Abstract:
It is the general consensus that the South China Sea (SCS) is influenced by the El Niño southern Oscillation (ENSO). Off southern Vietnam, coastal upwelling is one of the major features of the SCS, which is consequently influenced by the ENSO. However, the processes behind this influence are under discussion. It is the general thesis that the inter-annual changes of the monsoon wind cause the changes of the strength of the upwelling. This thesis has been tested and it is discarded. Instead it can be shown that the wind stress is not the main cause for the impact of the ENSO. Therefore, also nutrient dynamics must be completely re-evaluated.
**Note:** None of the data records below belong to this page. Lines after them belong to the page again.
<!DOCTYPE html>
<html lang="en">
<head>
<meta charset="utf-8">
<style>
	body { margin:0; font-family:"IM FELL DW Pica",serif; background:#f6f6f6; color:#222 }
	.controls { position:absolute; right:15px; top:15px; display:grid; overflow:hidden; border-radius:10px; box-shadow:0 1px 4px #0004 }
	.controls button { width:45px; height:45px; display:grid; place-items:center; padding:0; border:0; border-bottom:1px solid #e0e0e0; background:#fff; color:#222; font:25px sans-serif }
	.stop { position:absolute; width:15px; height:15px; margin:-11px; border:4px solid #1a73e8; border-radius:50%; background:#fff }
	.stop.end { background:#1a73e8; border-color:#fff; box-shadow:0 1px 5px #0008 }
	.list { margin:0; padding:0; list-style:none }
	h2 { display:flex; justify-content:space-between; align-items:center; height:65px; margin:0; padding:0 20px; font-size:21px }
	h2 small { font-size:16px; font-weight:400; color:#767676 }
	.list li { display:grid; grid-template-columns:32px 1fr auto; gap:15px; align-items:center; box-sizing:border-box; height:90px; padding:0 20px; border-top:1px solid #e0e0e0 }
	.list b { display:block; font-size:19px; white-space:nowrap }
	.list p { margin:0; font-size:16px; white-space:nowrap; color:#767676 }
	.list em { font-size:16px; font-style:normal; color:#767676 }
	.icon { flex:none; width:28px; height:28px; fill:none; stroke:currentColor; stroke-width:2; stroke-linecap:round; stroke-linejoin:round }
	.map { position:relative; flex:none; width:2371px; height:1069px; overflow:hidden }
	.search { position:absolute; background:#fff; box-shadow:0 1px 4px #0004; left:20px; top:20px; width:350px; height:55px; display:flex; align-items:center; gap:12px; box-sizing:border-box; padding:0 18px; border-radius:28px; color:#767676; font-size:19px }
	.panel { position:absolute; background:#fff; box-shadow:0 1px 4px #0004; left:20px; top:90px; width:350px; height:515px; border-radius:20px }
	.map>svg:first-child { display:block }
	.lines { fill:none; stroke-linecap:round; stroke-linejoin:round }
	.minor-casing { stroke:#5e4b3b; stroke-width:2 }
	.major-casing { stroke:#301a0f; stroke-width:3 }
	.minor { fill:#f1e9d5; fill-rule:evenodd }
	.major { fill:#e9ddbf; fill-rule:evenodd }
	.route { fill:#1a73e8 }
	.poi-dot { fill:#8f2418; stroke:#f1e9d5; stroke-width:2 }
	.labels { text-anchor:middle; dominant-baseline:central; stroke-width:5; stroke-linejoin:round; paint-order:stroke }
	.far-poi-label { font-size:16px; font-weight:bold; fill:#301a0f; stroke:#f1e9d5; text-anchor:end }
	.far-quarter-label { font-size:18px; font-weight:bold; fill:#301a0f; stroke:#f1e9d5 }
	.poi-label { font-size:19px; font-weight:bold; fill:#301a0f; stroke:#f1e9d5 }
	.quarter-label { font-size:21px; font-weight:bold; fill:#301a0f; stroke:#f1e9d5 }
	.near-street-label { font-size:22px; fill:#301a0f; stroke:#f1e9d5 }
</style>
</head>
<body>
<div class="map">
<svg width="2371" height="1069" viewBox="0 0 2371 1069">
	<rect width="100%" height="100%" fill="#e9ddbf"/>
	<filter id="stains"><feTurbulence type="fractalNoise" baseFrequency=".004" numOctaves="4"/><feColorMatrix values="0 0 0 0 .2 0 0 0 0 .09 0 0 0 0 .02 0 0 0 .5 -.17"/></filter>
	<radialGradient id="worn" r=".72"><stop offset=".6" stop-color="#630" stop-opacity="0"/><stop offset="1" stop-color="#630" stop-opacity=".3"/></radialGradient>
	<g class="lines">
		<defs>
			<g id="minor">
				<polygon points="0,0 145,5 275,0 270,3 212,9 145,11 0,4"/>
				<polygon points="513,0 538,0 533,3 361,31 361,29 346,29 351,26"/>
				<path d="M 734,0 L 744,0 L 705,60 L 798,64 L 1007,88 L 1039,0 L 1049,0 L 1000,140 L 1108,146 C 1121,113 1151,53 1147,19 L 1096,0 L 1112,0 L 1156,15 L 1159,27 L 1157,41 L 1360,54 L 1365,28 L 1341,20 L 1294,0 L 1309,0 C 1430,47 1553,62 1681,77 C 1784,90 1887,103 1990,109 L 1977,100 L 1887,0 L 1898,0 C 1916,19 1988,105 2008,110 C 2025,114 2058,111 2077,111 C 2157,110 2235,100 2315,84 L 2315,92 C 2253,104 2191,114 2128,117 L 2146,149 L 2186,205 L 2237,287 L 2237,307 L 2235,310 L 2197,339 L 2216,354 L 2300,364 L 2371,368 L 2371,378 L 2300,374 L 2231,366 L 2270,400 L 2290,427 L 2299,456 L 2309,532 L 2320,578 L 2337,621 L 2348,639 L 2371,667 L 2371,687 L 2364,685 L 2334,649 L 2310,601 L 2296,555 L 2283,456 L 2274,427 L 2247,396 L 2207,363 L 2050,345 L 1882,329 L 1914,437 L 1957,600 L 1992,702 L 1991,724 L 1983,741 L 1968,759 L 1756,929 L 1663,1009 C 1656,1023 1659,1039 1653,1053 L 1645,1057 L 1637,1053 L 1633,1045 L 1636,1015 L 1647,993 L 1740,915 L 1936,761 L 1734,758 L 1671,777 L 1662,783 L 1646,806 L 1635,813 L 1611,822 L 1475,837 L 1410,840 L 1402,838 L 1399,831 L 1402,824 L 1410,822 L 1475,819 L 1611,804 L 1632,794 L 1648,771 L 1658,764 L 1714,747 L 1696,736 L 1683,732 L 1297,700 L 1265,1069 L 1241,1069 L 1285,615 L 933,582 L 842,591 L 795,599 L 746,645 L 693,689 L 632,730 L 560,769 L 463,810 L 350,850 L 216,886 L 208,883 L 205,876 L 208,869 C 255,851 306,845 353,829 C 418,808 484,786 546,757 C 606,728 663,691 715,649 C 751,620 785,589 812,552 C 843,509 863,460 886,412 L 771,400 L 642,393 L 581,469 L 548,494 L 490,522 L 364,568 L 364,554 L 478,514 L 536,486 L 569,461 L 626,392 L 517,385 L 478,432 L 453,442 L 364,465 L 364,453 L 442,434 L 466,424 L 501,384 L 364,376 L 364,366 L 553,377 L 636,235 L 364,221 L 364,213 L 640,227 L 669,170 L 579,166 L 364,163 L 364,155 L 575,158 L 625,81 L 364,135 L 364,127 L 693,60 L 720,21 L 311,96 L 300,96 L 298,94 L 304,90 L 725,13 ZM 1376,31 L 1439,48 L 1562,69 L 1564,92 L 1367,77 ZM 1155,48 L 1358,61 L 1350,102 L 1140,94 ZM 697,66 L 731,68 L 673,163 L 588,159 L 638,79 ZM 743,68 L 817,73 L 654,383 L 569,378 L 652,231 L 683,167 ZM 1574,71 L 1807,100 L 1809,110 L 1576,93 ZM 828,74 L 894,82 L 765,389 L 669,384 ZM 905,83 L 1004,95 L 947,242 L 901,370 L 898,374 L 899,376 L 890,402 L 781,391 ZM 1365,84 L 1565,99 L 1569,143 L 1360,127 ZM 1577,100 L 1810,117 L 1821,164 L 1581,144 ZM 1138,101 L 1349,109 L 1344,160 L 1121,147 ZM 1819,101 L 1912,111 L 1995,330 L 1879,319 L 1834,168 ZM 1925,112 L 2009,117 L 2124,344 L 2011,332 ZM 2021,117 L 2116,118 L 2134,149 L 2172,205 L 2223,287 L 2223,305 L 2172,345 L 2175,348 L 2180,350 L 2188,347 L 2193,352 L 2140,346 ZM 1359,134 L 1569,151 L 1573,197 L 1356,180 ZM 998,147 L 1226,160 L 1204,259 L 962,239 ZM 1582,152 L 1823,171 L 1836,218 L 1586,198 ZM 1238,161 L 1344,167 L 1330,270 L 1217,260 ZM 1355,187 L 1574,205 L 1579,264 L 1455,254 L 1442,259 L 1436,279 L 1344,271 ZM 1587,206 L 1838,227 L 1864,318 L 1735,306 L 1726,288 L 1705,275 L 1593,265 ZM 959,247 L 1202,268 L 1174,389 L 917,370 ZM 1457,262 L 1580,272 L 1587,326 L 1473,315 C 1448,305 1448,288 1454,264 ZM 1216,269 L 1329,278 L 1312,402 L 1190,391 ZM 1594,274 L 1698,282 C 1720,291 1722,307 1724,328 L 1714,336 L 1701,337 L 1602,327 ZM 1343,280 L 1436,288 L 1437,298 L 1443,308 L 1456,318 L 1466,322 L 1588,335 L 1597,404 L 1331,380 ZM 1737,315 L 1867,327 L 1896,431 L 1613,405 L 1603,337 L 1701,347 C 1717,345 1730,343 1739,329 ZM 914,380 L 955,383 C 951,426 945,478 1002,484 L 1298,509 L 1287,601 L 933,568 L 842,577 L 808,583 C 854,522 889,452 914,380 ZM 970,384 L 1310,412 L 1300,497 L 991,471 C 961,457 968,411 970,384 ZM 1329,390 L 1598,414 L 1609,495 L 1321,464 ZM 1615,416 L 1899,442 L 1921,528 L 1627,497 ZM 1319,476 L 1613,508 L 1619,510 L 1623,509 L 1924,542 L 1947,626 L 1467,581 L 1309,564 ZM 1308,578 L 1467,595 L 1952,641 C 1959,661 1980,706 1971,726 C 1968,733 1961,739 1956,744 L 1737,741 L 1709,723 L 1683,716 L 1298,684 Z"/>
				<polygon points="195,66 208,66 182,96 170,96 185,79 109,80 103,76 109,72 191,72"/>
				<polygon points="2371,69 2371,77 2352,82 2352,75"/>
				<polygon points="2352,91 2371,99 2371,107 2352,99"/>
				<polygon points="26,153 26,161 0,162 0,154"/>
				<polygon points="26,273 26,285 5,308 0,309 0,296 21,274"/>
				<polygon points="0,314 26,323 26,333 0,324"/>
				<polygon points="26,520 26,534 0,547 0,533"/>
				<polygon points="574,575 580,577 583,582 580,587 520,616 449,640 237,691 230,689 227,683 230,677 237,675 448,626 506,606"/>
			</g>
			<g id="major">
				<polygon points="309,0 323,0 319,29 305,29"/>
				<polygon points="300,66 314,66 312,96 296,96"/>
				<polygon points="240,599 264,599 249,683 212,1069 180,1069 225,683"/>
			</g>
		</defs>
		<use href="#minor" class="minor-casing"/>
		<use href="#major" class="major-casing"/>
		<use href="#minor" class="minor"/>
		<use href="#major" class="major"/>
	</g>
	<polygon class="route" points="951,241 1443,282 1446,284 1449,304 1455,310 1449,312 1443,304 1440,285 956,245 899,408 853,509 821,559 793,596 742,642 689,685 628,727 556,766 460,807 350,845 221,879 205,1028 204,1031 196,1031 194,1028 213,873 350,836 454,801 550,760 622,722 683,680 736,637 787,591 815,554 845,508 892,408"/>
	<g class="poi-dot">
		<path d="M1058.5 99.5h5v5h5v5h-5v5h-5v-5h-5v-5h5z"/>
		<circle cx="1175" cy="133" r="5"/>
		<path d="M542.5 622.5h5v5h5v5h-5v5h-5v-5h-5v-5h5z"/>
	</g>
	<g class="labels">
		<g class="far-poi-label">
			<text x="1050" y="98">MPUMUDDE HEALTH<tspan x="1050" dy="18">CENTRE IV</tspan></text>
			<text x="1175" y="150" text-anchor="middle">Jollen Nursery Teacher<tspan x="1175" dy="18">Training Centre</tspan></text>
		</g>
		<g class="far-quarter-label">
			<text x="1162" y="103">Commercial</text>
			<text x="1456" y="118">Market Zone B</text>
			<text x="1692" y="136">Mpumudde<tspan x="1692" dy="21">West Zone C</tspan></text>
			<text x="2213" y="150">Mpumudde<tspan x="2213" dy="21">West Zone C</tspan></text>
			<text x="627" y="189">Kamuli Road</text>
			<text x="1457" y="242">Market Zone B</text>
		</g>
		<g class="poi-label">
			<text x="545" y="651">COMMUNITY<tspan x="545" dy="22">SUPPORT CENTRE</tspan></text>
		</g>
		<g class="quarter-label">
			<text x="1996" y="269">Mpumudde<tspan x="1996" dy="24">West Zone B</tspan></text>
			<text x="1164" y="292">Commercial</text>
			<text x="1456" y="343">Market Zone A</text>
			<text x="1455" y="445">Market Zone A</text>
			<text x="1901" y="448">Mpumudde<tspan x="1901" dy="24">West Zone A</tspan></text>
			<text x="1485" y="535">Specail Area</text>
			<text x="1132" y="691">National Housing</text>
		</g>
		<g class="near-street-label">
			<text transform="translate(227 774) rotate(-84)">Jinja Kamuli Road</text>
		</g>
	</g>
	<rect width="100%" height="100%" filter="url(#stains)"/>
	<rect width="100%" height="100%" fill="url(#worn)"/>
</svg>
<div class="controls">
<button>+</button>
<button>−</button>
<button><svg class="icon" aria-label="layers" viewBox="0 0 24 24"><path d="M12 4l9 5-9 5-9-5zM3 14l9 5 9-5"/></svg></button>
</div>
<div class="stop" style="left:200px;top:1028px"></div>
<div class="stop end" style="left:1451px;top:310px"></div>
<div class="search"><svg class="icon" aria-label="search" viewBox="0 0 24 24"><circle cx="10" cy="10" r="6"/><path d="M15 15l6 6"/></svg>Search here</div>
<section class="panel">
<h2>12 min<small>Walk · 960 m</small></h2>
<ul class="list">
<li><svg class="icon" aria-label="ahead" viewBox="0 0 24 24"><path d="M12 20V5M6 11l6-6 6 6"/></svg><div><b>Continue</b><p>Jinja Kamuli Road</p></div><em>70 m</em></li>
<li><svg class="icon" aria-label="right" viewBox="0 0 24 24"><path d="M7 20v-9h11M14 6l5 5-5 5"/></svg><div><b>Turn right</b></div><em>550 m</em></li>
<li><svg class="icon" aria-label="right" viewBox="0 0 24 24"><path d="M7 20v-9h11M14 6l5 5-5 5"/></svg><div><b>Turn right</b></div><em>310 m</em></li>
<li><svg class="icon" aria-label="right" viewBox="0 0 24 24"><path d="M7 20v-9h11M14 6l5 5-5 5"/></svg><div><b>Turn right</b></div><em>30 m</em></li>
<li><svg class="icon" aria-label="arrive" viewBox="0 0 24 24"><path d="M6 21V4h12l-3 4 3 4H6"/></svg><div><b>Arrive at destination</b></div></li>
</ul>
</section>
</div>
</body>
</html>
This study investigates in the circulation and the hydrographical situation during the summer 2003 and 2004, an El Niño and a normal year, respectively. The influence of the circulation on the new biological production based on vertical nutrient fluxes is estimated. Numerical modelling is used to study the circulation inside the SCS. The results of the simulation discover two different states of the horizontal circulation: During the first state an anticyclonic circulation dominates the region. During the second state the cyclonic circulation in the north and the anticyclonic circulation in the south build the dipole. Two cruises during the summer 2003 and summer 2004 verify the two states of the simulated circulations. The ENSO influence on the summer circulation is by tending towards the first state in the summer after an El Niño, while during normal summers the second state is dominant.
Against earlier findings, this study features one new major key of the ENSO influence on the temperature distribution and primary production in the western SCS: This influence is not via the vertical velocities, but due to the different horizontal circulations. In the dipole circulation pattern, the decreased horizontal velocities cause longer residence times which come along with the increase in the efficiency of the upwelling. In this study, for the first time, the advection of the pronounced different water masses of the northern and southern SCS is considered. The different water masses support an important preconditioning of the nutrient concentrations in the water column. An experiment, which compares primary production with and without this preconditioning proves that the originating water masses moving into the upwelling region control the primary production.
Horizontal advection explains the substantial contributions of the strong ENSO signal in the region. Not the regional Ekman drift currents, but the basin wide horizontal circulation explains the inter-annual changes of the vertical nutrient uplift during the summer. It can be shown that the dipole circulation is an almost perfect nutrient pump for new production.